#### INFORMATION SHOWN ####

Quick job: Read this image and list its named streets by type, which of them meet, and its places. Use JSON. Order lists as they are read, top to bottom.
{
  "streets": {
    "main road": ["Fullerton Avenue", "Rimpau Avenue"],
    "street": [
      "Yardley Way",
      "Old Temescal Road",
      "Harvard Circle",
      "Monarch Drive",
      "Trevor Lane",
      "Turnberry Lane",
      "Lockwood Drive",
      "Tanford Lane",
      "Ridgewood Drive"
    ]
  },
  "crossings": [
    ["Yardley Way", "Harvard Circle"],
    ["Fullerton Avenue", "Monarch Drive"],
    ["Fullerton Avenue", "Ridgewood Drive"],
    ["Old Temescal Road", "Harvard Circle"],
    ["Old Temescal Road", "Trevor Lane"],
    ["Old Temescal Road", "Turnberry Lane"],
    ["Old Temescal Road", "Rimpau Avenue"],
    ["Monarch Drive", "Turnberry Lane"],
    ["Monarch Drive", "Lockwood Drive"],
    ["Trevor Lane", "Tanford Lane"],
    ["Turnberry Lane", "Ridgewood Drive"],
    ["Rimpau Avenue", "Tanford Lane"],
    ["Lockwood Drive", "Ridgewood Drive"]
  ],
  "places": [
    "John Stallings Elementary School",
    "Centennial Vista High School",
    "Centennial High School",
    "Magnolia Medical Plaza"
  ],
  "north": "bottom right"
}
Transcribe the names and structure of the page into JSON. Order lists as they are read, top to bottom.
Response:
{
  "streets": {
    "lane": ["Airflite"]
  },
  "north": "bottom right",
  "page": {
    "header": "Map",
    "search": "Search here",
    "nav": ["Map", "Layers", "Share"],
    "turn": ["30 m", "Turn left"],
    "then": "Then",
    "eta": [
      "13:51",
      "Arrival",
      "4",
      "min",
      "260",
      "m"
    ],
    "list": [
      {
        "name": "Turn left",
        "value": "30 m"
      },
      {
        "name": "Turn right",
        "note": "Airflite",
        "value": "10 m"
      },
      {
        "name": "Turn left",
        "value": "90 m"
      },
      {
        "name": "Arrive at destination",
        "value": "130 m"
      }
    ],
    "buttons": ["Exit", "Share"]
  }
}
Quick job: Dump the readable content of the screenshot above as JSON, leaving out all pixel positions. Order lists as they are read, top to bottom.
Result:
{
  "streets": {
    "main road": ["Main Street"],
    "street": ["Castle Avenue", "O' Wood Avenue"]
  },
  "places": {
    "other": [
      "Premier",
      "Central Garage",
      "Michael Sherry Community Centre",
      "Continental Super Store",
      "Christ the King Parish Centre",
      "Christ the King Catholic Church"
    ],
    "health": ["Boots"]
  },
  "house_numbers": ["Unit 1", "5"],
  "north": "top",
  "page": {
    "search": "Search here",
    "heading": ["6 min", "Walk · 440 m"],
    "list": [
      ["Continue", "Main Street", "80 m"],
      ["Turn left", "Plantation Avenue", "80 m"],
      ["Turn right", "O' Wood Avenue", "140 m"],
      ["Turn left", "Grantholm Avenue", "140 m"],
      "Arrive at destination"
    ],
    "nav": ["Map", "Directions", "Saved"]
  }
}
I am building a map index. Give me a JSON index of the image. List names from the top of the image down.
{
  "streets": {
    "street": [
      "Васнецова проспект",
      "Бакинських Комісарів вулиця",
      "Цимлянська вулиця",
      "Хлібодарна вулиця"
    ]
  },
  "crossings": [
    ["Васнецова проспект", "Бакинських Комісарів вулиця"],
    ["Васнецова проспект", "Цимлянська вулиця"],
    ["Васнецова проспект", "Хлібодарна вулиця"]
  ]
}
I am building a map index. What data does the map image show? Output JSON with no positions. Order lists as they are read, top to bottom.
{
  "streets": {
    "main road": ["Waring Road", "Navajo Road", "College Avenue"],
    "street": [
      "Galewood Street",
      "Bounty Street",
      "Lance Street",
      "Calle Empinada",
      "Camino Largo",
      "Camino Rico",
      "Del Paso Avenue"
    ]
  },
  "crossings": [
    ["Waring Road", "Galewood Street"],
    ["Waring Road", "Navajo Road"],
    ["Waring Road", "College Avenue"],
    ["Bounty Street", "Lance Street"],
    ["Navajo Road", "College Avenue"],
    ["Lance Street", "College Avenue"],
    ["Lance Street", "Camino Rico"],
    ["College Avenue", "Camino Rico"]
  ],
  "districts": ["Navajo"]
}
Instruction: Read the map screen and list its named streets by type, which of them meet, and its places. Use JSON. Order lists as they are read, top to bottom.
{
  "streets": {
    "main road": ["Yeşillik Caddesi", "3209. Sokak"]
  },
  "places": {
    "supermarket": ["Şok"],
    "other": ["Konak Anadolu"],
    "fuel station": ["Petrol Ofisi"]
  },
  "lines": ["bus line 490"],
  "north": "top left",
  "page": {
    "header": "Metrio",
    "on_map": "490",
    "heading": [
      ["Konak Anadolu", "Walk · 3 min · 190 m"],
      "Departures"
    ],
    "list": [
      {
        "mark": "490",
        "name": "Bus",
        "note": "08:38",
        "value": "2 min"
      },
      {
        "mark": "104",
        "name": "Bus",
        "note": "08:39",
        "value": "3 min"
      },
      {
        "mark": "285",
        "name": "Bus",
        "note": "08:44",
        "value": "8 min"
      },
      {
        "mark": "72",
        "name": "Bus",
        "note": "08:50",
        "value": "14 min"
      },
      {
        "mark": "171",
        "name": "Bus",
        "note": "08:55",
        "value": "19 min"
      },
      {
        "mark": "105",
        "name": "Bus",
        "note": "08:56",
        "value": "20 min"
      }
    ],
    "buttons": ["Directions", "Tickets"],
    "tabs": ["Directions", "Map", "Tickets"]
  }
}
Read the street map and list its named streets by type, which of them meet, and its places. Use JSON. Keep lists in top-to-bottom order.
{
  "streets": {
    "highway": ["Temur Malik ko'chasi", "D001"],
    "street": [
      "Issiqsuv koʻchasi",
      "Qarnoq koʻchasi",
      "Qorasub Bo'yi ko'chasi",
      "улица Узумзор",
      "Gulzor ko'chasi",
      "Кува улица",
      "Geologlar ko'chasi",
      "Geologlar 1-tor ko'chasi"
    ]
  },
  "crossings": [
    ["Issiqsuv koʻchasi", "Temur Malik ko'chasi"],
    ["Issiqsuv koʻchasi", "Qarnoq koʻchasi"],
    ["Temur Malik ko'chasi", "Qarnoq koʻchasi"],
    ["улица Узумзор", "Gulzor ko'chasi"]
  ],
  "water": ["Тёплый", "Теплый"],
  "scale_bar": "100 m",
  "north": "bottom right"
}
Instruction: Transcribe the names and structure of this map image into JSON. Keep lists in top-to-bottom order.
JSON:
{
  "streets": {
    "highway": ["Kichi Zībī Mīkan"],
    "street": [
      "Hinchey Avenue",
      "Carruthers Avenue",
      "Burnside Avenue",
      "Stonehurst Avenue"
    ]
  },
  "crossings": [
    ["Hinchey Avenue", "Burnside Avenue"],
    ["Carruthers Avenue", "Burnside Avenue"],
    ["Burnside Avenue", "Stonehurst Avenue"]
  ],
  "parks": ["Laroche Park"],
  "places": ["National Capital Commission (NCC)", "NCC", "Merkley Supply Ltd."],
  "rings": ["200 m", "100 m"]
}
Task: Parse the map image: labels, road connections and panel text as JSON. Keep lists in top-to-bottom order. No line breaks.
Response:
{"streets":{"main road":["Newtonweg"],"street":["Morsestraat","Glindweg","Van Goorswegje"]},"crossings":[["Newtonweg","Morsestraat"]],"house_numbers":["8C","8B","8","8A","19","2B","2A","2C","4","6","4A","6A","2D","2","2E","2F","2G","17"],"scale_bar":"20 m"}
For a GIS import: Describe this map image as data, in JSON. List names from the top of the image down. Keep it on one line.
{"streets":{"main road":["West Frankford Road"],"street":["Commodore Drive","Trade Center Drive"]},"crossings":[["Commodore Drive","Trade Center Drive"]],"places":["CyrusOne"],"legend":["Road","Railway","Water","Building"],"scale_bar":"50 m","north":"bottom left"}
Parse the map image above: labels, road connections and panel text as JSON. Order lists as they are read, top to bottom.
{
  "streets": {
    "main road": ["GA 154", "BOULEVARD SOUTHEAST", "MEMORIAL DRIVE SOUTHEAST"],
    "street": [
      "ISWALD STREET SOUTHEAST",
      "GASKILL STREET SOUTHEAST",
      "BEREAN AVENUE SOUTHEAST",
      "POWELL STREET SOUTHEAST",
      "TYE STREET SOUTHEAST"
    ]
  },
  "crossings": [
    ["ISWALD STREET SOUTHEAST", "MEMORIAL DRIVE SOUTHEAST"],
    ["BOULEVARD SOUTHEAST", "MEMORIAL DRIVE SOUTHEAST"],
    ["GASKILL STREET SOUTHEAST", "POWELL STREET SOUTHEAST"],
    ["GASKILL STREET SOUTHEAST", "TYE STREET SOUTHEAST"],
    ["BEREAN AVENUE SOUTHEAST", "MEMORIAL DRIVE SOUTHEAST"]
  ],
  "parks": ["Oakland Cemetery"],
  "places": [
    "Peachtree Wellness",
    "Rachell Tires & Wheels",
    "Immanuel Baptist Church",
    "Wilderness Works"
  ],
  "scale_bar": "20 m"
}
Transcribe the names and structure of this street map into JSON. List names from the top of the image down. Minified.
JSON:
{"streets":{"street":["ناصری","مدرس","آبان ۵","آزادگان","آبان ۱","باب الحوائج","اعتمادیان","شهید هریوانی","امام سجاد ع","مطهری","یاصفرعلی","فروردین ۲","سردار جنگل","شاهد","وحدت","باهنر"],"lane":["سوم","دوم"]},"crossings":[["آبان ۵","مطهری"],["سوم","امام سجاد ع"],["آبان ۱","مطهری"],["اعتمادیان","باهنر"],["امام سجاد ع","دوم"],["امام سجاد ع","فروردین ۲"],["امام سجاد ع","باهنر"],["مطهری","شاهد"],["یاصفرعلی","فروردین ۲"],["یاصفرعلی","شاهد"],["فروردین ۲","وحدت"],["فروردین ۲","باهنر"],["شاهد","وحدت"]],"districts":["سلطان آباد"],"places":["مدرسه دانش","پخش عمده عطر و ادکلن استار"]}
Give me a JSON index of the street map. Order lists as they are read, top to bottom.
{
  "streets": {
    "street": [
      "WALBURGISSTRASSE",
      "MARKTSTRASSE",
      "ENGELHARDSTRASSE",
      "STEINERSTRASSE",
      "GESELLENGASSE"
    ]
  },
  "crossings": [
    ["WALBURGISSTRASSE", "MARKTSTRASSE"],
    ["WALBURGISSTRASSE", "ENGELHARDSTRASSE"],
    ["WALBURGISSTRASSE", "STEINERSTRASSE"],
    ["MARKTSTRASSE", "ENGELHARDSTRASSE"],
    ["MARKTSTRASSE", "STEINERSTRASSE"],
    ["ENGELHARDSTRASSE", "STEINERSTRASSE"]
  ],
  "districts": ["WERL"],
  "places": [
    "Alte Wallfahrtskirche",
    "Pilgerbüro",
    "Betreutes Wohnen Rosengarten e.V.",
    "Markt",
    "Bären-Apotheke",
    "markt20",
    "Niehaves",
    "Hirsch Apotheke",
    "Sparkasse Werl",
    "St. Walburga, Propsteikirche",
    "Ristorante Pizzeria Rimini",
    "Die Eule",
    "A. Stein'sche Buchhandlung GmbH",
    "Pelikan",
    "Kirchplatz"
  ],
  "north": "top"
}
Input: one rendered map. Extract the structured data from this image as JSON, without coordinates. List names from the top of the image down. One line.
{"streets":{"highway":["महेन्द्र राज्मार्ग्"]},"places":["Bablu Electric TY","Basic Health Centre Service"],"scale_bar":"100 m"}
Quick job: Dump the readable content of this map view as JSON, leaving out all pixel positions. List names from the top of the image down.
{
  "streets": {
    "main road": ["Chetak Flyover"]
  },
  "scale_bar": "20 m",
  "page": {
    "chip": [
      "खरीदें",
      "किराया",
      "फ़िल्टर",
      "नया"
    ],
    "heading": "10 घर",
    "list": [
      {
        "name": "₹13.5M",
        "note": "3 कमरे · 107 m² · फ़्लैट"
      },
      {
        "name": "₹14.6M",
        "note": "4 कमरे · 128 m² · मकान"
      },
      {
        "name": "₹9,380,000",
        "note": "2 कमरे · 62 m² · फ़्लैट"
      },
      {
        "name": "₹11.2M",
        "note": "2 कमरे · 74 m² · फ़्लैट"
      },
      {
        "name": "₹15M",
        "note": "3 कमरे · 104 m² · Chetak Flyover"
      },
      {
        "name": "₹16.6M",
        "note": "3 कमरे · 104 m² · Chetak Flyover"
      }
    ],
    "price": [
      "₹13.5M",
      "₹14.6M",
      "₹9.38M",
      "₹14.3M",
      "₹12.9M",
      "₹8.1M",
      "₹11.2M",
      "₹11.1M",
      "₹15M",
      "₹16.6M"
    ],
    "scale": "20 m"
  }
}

####

**EXERCISE BRIEF**. For this listing, copy out every line that includes the word "into".

**ANSWER TO THIS TASK**.
Transcribe the names and structure of the page into JSON. Order lists as they are read, top to bottom.
Instruction: Transcribe the names and structure of this map image into JSON. Keep lists in top-to-bottom order.
Transcribe the names and structure of this street map into JSON. List names from the top of the image down. Minified.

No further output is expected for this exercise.